Strana storia quella del principio di sussidiarietà. Passa dalle stelle alle stalle, dalla massima attenzione al minimo interesse in tempi spesso brevissimi, favorendo l’idea che sia un buon argomento di conversazione in ambito accademico, ma nulla più.

Giuseppe Vecchio, professore ordinario di diritto privato nell’Università Kore di Enna e appassionato studioso dell’argomento, con il suo ultimo lavoro Le istituzioni della sussidiarietà. Oltre la distinzione tra pubblico e privato (Edizioni Scientifiche Italiane 2022) tenta con buoni risultati di superare questa dicotomia offrendo a tutti uno strumento di conoscenza dell’intera materia.
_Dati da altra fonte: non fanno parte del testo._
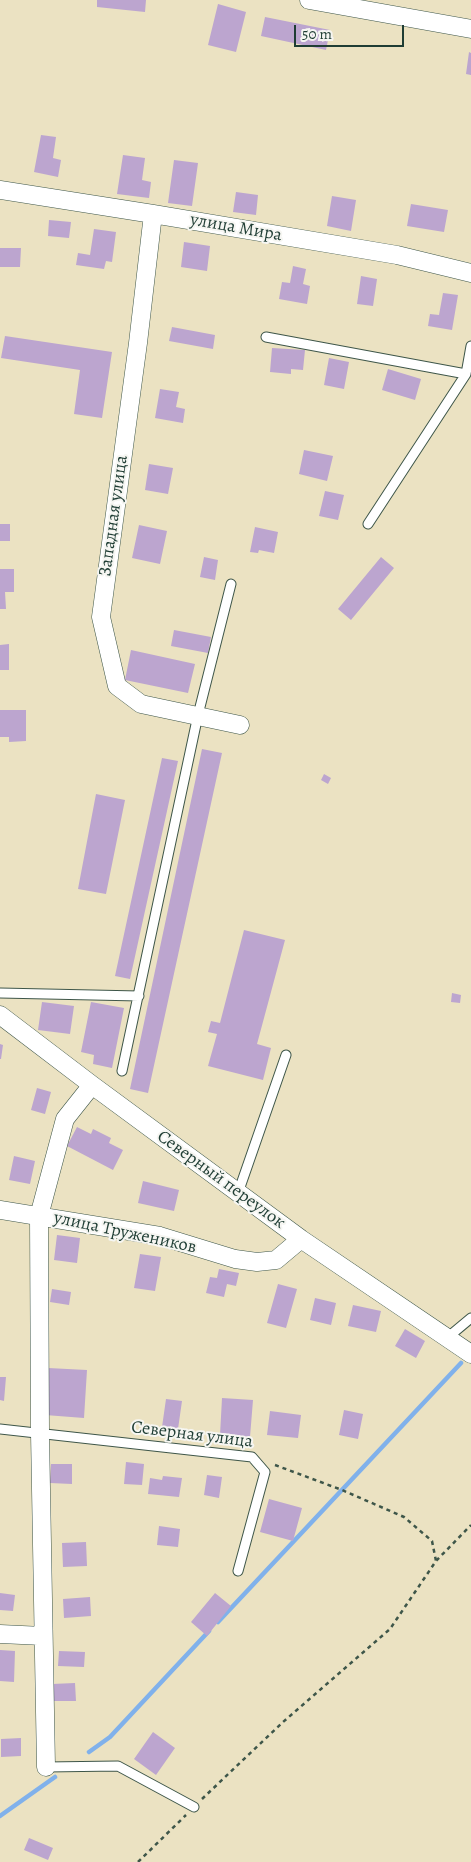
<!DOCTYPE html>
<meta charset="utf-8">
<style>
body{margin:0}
#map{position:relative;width:471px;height:1862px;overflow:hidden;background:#ebe2c2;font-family:Alegreya,serif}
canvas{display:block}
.scale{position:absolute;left:294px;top:25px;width:110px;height:22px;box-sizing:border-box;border:2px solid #1f3d34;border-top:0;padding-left:6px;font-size:15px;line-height:18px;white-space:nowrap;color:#1f3d34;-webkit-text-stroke:4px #f6f6f2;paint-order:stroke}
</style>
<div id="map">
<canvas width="471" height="1862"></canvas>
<div class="scale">50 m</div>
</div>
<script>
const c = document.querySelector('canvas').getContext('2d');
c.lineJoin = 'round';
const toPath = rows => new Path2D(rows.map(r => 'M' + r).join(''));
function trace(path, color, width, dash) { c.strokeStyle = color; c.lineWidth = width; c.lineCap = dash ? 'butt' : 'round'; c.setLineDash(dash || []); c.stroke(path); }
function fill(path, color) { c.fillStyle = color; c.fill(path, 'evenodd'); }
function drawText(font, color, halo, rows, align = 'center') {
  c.font = font + ' Alegreya,serif'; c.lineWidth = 4; c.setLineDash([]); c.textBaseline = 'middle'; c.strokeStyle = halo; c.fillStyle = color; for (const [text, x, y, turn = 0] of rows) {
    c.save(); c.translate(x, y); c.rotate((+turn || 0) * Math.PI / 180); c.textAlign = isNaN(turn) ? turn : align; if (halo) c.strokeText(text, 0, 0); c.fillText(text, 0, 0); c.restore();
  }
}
trace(toPath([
 [218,1622,461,1363],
 [89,1752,110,1737,209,1631],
 [0,1816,55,1777]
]), '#80b1eb', 4.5);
fill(toPath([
 [97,0,146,0,145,12,97,7],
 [218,4,246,12,236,52,208,45],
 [265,17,330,30,326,50,261,36],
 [469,52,471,53,471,75,466,74],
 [41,135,56,137,53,158,61,160,58,177,34,172],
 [123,155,145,158,142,180,151,182,149,198,117,194],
 [174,160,198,163,192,206,168,203],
 [236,192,258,195,256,215,233,212],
 [332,196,356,200,351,231,327,226],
 [411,204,448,210,444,232,407,226],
 [49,220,71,222,69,238,48,236],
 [94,229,116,232,112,262,106,261,104,269,76,265,78,253,90,255],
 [184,242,210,246,207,271,181,267],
 [0,248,21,248,20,267,0,267],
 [293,266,306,269,303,284,310,286,307,304,279,299,282,282,290,283],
 [361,276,377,279,373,306,357,304],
 [443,293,458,295,452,330,428,326,430,314,439,315],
 [172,327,215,335,213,349,169,341],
 [5,336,112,352,102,418,74,414,80,370,1,358],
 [272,348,305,350,303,370,291,369,291,374,270,372],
 [329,358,349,362,344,389,324,385],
 [388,369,421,379,415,400,382,390],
 [160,389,179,392,176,407,185,409,183,423,155,418],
 [304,450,333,456,327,481,299,474],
 [149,464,173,468,168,494,145,490],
 [325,491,344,495,338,520,319,516],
 [0,524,10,524,10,541,0,541],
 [139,525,167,531,160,564,132,558],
 [255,527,278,532,274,553,259,550,258,553,250,552],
 [204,557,218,560,215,580,200,577],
 [381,557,394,568,351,620,338,609],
 [0,569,14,569,14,592,5,592,6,609,0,609],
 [174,630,211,637,208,653,171,646],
 [9,644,9,670,0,670,0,645],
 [131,650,195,664,188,693,125,680],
 [0,710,26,710,26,741,9,742,9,737,0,737],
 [202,749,222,753,148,1093,130,1089],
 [162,758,178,761,130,979,115,976],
 [324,774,331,778,328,784,321,780],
 [96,794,125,800,106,894,78,889],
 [244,930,285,940,257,1044,271,1048,263,1080,208,1066,217,1034,208,1032,211,1021,220,1023],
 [452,993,461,995,460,1003,451,1002],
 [42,1002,74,1006,70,1034,38,1030],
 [91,1002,124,1008,112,1068,93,1064,94,1055,81,1052],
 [0,1044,3,1045,1,1059,0,1059],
 [37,1088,51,1092,45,1114,31,1110],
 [77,1127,91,1134,93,1129,111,1138,109,1143,123,1150,113,1170,67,1146],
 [14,1156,35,1161,30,1184,9,1180],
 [143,1181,179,1190,174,1211,138,1203],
 [57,1235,80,1238,77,1263,54,1260],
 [140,1254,161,1257,155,1291,134,1288],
 [219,1269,239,1273,236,1286,227,1284,224,1297,206,1293,210,1277,217,1278],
 [278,1284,297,1289,286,1328,267,1323],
 [52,1289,71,1292,69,1305,50,1302],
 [315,1298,336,1303,331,1325,310,1320],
 [353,1305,381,1311,376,1332,348,1326],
 [405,1329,425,1341,416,1358,395,1346],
 [48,1368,87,1370,84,1418,45,1415],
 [0,1377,6,1377,4,1401,0,1400],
 [222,1398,253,1400,250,1437,220,1435],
 [166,1399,182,1401,178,1429,162,1427],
 [344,1410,363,1414,358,1439,339,1435],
 [270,1411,301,1415,298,1438,267,1435],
 [126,1462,144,1464,142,1485,124,1484],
 [51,1464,72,1464,72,1484,50,1483],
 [207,1475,222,1477,219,1498,204,1495],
 [163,1476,182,1478,179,1497,148,1494,150,1478,162,1480],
 [269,1499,302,1508,293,1541,260,1532],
 [159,1526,180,1529,178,1547,157,1545],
 [86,1542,87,1566,63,1567,62,1543],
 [0,1593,15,1595,13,1611,0,1610],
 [215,1593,231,1606,207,1636,191,1622],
 [90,1597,91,1616,64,1618,63,1599],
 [0,1650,15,1651,14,1682,0,1681],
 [59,1651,85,1652,84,1667,58,1666],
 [75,1683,76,1701,53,1701,52,1684],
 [153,1732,175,1748,156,1775,134,1759],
 [21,1738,21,1756,1,1757,1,1739],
 [29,1838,53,1848,48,1860,24,1850]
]), '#bca5cf');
const lane = toPath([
 [266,337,466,374],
 [368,524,466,374,471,346],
 [0,993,139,996],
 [122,1071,198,715,231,584],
 [238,1193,286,1055],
 [447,1338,471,1318],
 [0,1429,252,1457,265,1472,238,1571],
 [46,1767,118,1766,194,1807]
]);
const street = toPath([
 [309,0,471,29],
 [0,190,153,214,397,255,471,273],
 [153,214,138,343,101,617,117,686,141,704,240,725],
 [0,1015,92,1085,301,1239,471,1354],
 [0,1210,160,1236,235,1259,257,1262,276,1260,301,1239],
 [0,1634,43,1636],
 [46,1767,40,1433,39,1216,65,1119,92,1085]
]);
trace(lane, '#3e5649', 11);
trace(street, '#3e5649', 19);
trace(toPath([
 [275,1465,342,1490,404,1517,432,1541,436,1561],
 [202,1799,283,1722,390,1629,436,1561,471,1525],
 [138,1862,186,1815]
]), '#3e5649', 2.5, [4, 4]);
trace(lane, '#fff', 9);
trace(street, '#fff', 18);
drawText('18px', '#1f3d34', '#f6f6f2', [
 ["улица Мира",236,228,10],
 ["Западная улица",114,516,-82],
 ["Северный переулок",221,1180,36],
 ["улица Тружеников",125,1233,12],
 ["Северная улица",192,1435,7]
]);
</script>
Il suo intendimento è espresso nel titolo: superare la distinzione tra pubblico e privato e contribuire in tal modo a sdoganare una certa concezione della sussidiarietà, secondo cui essa può andar bene nei rapporti tra privati, ma il pubblico, la pubblica amministrazione, la Stato, devono sottomettersi ad altre logiche e ad altri criteri.



L’autore lo fa affrontando tutti i temi e i nessi che la complessa questione riserva, aggiungendo anche approfondimenti di carattere storico, come proprio nel primo capitolo dedicato al rapporto tra pubblico e privato, aiutando così il lettore a individuare le radici storiche di una dialettica che altrimenti sarebbe poco comprensibile se giudicata solo con l’attualità. Vecchio definisce così l’obiettivo del suo lavoro: “La sussidiarietà è la caratteristica specifica dei processi di affermazione di una statualità, nuova ed antica allo stesso tempo, basata sul riconoscimento costituzionale delle autonomia locali e della tutela delle loro libertà nelle forme del diritto civile”.



Il suo percorso e la sua proposta di analisi partono così dall’affronto della “crisi del pubblico”, analizzando alcuni casi di rilievo nazionali, quali la privatizzazione delle Casse di risparmio o il simile intervento sulle Ipab, per passare ad affrontare un tema molto delicato e legato al mondo del lavoro come la vicenda dei patronati di espressione prevalentemente sindacale; analizza inoltre la situazione delle fondazioni liriche e di quelle universitarie, per giungere infine alle problematiche scaturite dalla nascita e dalla applicazione delle norme del Codice del terzo settore. Una approfondita e accurata analisi, quindi, di taglio giuridico accademico ma offerta, per la semplicità e linearità del linguaggio utilizzato, a un pubblico molto più vasto.

Il capitolo finale è riservato alle conclusioni del percorso. Riprendendo il filo del discorso avviato all’inizio dello studio e cioè come avviare una strategia di superamento delle tradizionali concezioni di pubblico e privato, Vecchio individua nei segni di espansione delle autonomie sociali, di riconoscimento istituzionale della complessità, di apertura del diritto a relazioni e problemi non più riconducibili al paradigma liberale di Stato e Mercato o al semplice processo politico-elettorale, aggravato per altro dal sempre più marginale ruolo dei partiti, una strada nuova da percorrere con la consapevolezza di dover giungere ad un ripensamento della centralità dello Stato, in cui la concezione cattolica della sussidiarietà potrà offrire un contributo determinante.

In conclusione, un contributo molto significativo che guarda alla produzione scientifica che la Fondazione per la Sussidiarietà propone ormai da tanti anni. Va segnalata, infine, la ricca bibliografia che accompagna il testo, in cui trova posto una illustrazione accurata delle fonti normative di rilievo regionale.